Task goal
Copy each line of the entries that includes the word "turn".

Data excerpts
□ □ □
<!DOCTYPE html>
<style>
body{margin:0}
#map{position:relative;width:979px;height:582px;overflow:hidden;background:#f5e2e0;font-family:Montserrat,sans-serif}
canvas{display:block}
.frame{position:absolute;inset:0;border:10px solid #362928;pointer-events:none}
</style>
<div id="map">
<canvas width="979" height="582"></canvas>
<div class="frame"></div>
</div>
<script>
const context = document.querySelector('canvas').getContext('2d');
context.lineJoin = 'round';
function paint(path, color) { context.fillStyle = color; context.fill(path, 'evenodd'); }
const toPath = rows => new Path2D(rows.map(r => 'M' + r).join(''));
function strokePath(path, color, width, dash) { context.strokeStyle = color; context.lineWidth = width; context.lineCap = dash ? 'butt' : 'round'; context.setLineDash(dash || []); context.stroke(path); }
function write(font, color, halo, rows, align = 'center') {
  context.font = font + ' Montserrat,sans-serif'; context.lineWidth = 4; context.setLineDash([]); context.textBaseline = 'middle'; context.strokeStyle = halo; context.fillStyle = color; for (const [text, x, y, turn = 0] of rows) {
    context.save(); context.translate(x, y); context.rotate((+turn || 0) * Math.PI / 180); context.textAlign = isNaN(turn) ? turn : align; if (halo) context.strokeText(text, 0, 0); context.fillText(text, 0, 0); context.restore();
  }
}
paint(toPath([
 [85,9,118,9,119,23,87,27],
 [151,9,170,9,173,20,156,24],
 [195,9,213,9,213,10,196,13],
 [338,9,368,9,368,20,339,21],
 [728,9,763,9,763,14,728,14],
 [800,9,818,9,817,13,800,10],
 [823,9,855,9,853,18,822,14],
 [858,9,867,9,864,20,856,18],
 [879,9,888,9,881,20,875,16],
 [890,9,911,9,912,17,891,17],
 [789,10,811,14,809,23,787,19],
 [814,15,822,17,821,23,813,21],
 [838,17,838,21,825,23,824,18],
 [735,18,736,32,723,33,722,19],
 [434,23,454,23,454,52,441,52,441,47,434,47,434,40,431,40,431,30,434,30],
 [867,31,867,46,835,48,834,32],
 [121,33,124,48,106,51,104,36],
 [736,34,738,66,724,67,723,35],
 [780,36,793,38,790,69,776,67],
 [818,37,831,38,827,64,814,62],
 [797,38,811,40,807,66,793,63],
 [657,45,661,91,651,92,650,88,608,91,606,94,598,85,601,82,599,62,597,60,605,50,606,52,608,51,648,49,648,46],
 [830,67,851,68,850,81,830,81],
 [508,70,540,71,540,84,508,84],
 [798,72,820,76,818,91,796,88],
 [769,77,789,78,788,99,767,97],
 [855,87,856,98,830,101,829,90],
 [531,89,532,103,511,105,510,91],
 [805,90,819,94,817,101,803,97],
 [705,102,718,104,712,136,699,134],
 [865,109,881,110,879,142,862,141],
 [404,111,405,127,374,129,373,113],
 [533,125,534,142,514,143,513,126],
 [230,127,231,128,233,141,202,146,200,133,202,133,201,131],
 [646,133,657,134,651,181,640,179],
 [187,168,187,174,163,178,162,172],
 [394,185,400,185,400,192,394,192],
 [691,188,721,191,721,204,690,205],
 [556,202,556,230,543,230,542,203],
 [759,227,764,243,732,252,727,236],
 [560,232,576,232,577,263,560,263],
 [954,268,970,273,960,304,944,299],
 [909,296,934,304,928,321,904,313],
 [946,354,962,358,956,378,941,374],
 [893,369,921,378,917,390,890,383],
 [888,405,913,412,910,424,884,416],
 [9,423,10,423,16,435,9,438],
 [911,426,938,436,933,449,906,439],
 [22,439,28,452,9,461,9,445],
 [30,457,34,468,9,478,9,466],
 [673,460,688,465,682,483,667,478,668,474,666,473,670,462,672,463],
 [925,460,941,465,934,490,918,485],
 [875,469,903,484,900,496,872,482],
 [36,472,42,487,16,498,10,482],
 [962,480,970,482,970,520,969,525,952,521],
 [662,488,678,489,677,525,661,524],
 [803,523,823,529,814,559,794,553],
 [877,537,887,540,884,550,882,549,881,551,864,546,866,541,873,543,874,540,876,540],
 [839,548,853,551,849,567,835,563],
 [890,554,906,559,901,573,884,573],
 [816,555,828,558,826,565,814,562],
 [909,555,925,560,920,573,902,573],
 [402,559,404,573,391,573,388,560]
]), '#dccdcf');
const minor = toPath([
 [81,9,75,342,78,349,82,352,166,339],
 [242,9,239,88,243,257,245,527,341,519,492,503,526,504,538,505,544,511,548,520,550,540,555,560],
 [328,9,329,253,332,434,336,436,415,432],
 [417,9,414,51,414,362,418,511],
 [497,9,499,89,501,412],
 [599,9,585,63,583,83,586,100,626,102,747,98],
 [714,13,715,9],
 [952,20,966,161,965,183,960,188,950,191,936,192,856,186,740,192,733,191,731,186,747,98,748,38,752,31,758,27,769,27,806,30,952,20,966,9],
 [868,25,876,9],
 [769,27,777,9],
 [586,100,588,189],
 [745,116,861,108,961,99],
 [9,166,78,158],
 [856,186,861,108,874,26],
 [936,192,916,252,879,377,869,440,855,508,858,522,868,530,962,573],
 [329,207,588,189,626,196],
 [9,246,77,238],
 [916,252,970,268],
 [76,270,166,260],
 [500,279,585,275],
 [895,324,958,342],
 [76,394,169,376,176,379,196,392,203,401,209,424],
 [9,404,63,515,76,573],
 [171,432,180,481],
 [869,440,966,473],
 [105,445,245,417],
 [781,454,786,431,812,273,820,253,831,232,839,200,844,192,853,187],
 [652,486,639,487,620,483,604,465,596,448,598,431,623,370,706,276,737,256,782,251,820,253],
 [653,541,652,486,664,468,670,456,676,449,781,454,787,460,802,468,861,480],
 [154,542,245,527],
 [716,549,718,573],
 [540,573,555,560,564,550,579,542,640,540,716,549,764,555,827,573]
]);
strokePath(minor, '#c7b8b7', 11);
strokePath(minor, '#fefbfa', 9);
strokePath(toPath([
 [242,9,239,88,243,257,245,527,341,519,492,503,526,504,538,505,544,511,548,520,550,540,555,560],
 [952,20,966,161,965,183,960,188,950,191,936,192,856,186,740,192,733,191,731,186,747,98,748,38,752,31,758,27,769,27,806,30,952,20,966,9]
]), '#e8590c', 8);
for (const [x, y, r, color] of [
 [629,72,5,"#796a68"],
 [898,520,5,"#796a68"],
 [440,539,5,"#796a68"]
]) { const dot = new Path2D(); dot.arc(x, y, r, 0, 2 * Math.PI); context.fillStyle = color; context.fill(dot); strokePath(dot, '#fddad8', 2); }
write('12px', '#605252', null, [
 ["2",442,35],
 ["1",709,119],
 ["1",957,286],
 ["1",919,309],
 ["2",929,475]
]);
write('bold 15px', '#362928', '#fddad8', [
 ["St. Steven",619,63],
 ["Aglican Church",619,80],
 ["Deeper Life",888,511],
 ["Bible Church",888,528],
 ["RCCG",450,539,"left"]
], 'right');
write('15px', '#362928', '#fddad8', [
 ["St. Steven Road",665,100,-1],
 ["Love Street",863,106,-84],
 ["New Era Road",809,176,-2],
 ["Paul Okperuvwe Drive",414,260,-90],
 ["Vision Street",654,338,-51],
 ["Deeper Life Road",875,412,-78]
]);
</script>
□ □ □
Task output
  context.font = font + ' Montserrat,sans-serif'; context.lineWidth = 4; context.setLineDash([]); context.textBaseline = 'middle'; context.strokeStyle = halo; context.fillStyle = color; for (const [text, x, y, turn = 0] of rows) {
    context.save(); context.translate(x, y); context.rotate((+turn || 0) * Math.PI / 180); context.textAlign = isNaN(turn) ? turn : align; if (halo) context.strokeText(text, 0, 0); context.fillText(text, 0, 0); context.restore();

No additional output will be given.